What the hell happened to him letting her lead the interview?
The muscles in Travers’ shoulders bunched. He looked about two seconds away from throwing a punch. “Are you surprised because she’s white?”
Reid huffed. “I’m surprised because she’s a crack whore.”
“Reid!” Where’s the damn duct tape when you need it? He was going to frickin’ ruin any chance they had of questioning Travers.
Reid barely spared her a glance. “She is.” He turned his full attention back to Travers who’d turned purple with rage. A vein throbbed in his forehead. “And what I can’t figure is why a decent, hardworking fellow like yourself married her.”
Purple faded. The vein disappeared. Travers shook his head and sighed. “Her family had money. Mine had brains and determination. Neither approved. Her folks didn’t want their angel marrying a black man. And my family thought Shannon was redneck trash with money.”
“Huh.” Reid grunted. “Guess your parents were right. Your ex-wife is trash. And a hell of lot of trouble.”
Amber tensed, but a slow smile spread across Travers’ broad face. “Yeah. But she gave me a son. A son I love dearly no matter what his mother says.” His face tightened. “Is there…Is there any word?”
Dark rings rimmed bloodshot eyes and deep creases furrowed his brow. He looked haunted. Scared.
Pity tugged at Amber’s heartstrings. She reached up and patted him on the arm just above the elbow. “We’re doing the best we can. But we do have some questions if you wouldn’t mind inviting us in.”
“Fine.” He took a deep breath and let it out in an exhausted huff. “I’ll do anything to help find my son. Just remember I’m an attorney. I won’t tolerate any questions that could be used against me or my wife in a criminal investigation. Understood?”
“Neither of you are suspects,” Amber assured him.
Travers opened the door and stepped aside. “So…” He swallowed thickly. “Do you have any idea what happened to Axle?”
“We have a few leads,” Reid said, as they crossed the threshold into the foyer.
Leads my ass. They had squat.
Amber knew more than her partner but not even Gerard knew what had really happened to Axle Travers. Just because they hadn’t found his body, didn’t mean the vampire who killed Richard hadn’t taken Axle home for a midnight snack. Or maybe, Dr. Weldon was holding him hostage.
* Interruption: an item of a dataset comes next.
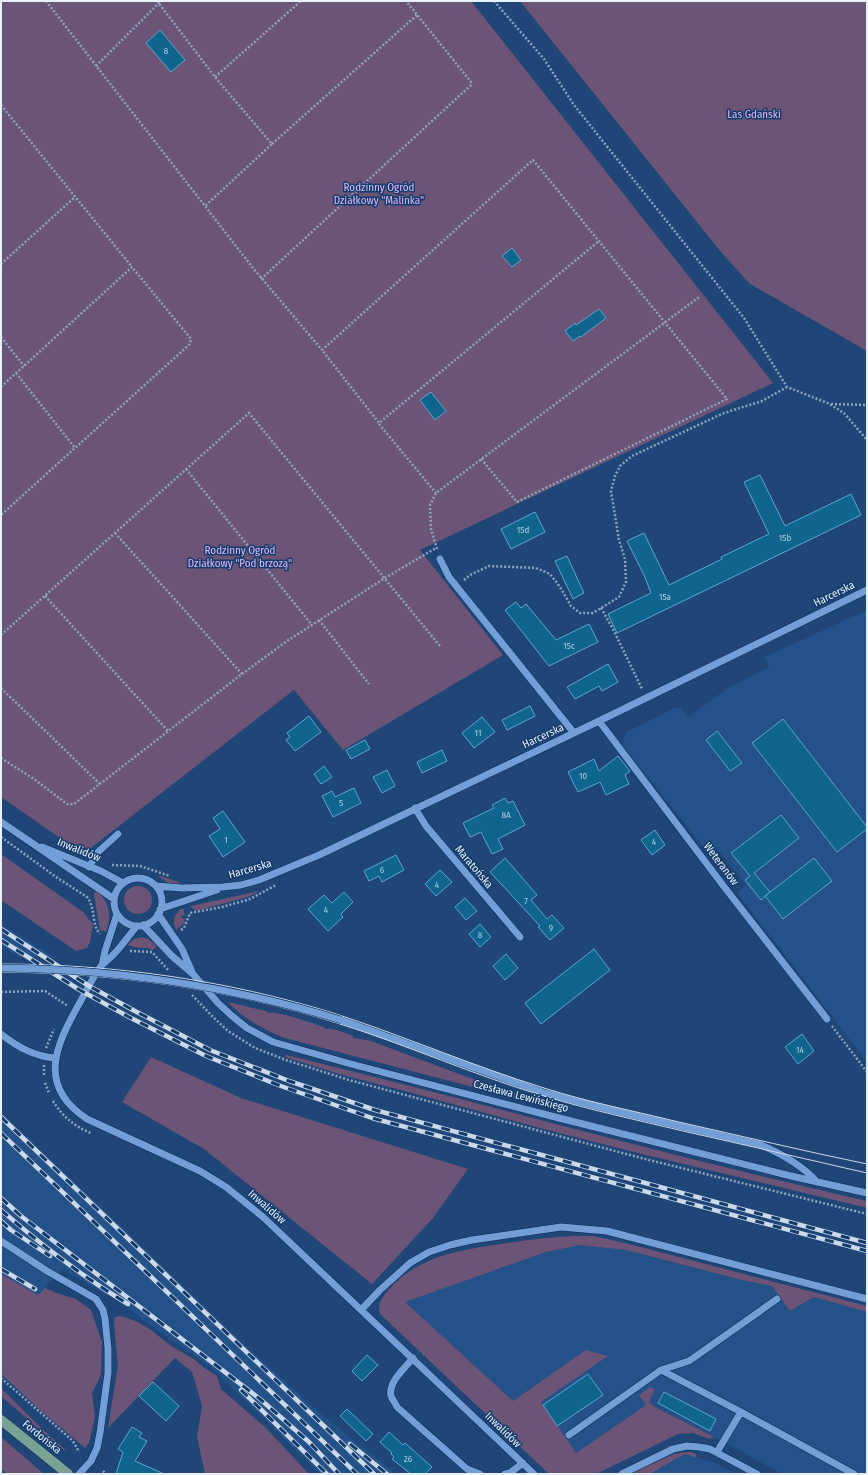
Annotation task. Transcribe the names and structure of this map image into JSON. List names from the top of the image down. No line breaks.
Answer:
{"streets":{"main road":["Fordońska"],"street":["Harcerska","Inwalidów","Weteranów","Maratońska","Czesława Lewińskiego"]},"crossings":[["Harcerska","Inwalidów"],["Harcerska","Weteranów"],["Harcerska","Maratońska"],["Harcerska","Czesława Lewińskiego"],["Inwalidów","Czesława Lewińskiego"]],"parks":["Las Gdański","Rodzinny Ogród Działkowy \"Malinka\"","Rodzinny Ogród Działkowy \"Pod brzozą\""],"house_numbers":["8","15d","15b","15a","15c","11","10","5","8A","1","4","6","4","7","4","9","8","14","26"]}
Most likely, Axle had been transformed and didn’t want to be found. Then again, if Axle had witnessed a vampire attack, he could have gone into hiding, convinced he was either crazy or doomed because no one would believe him. She knew what it was like to doubt your own eyesight. If the mind wasn’t ready to accept what it had seen, it sometimes shut down or searched for other, more logical explanations.
Axle had grown up around drugs. If he’d smoked something before going to work that night and then witnessed a vampire attack, he might have thought it was a hallucination. If he escaped with his life, he could have checked into a rehab facility believing he’d finally destroyed his last, remaining functional brain cell.
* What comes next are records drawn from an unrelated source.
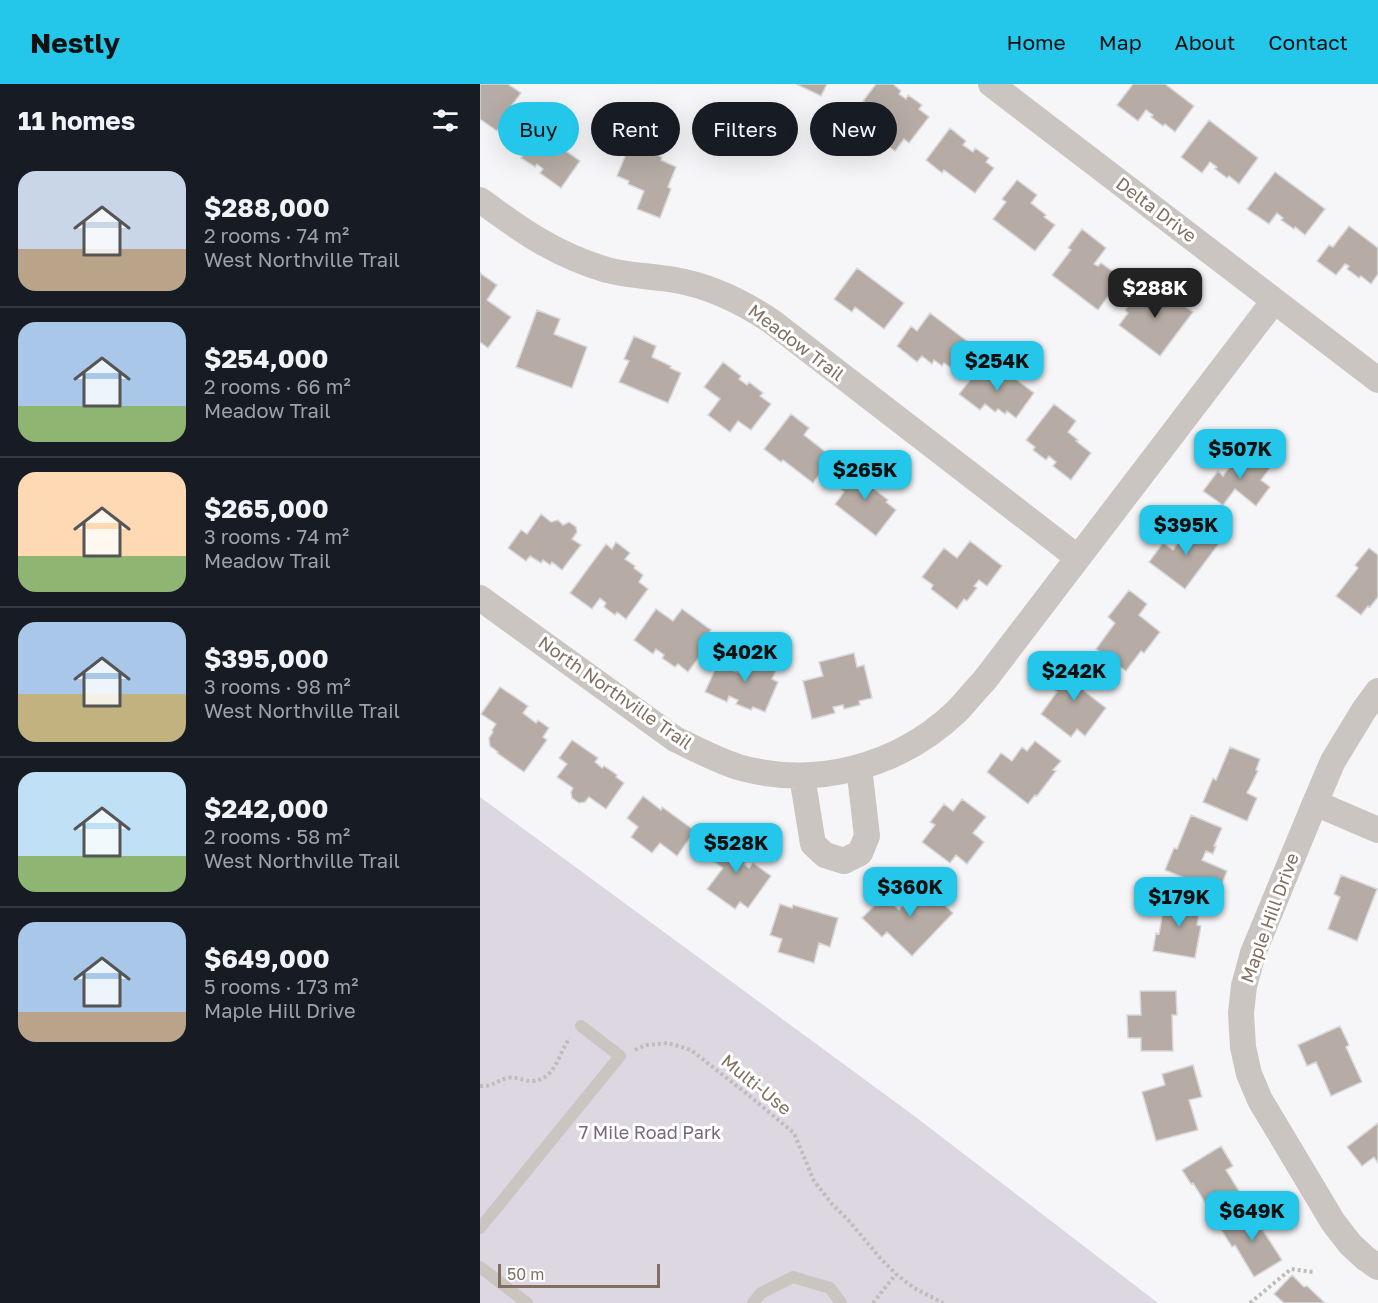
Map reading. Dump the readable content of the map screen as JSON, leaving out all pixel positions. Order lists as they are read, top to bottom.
{
  "streets": {
    "street": [
      "Delta Drive",
      "Meadow Trail",
      "North Northville Trail",
      "Maple Hill Drive"
    ],
    "path": ["Multi-Use"]
  },
  "crossings": [
    ["Delta Drive", "North Northville Trail"],
    ["Meadow Trail", "North Northville Trail"]
  ],
  "parks": ["7 Mile Road Park"],
  "scale_bar": "50 m",
  "page": {
    "header": "Nestly",
    "nav": [
      "Home",
      "Map",
      "About",
      "Contact"
    ],
    "heading": "11 homes",
    "chip": [
      "Buy",
      "Rent",
      "Filters",
      "New"
    ],
    "list": [
      {
        "name": "$288,000",
        "note": "2 rooms · 74 m² · West Northville Trail"
      },
      {
        "name": "$254,000",
        "note": "2 rooms · 66 m² · Meadow Trail"
      },
      {
        "name": "$265,000",
        "note": "3 rooms · 74 m² · Meadow Trail"
      },
      {
        "name": "$395,000",
        "note": "3 rooms · 98 m² · West Northville Trail"
      },
      {
        "name": "$242,000",
        "note": "2 rooms · 58 m² · West Northville Trail"
      },
      {
        "name": "$649,000",
        "note": "5 rooms · 173 m² · Maple Hill Drive"
      }
    ],
    "price": [
      "$288K",
      "$254K",
      "$507K",
      "$265K",
      "$395K",
      "$402K",
      "$242K",
      "$528K",
      "$360K",
      "$179K",
      "$649K"
    ],
    "scale": "50 m"
  }
}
Or he might have gone in search of the nearest drug dealer to fry the rest of his brain so he could forget what he saw.
As questions formed in Amber’s mind, she followed Reid and Travers into a formal living room. A thin woman with almond-colored skin and straight, shoulder-length black hair perched on the edge of a wingback chair like a nervous bird sitting on a branch. She rose on trembling legs when Travers approached. He wrapped an arm around her shoulders and pulled her close.
“This is my wife, LaDonna. Sweetheart,” he said gently, “this is Detectives Sheridan and Buckley.”
Mrs. Travers raised her narrow chin and spoke in a surprisingly steady voice. “Have you found my husband’s son?”
“No ma’am,” Reid said.
“Not yet,” Amber added. Travers’ wife might look like a frightened sparrow, but she had the steady gaze of a hawk.
She nodded once. Then she took a deep breath and spoke in clipped tones. “Well, you find him. My son Jerome only recently met his brother, and this is breaking his heart. So you find Axle. You find him for Jerome. And you find him for Brit. You got that? You find him. And you find him alive.”
“Mama…Don’t.” A preteen boy entered the room and crossed to his mother. She reached for him, pulling him into her arms.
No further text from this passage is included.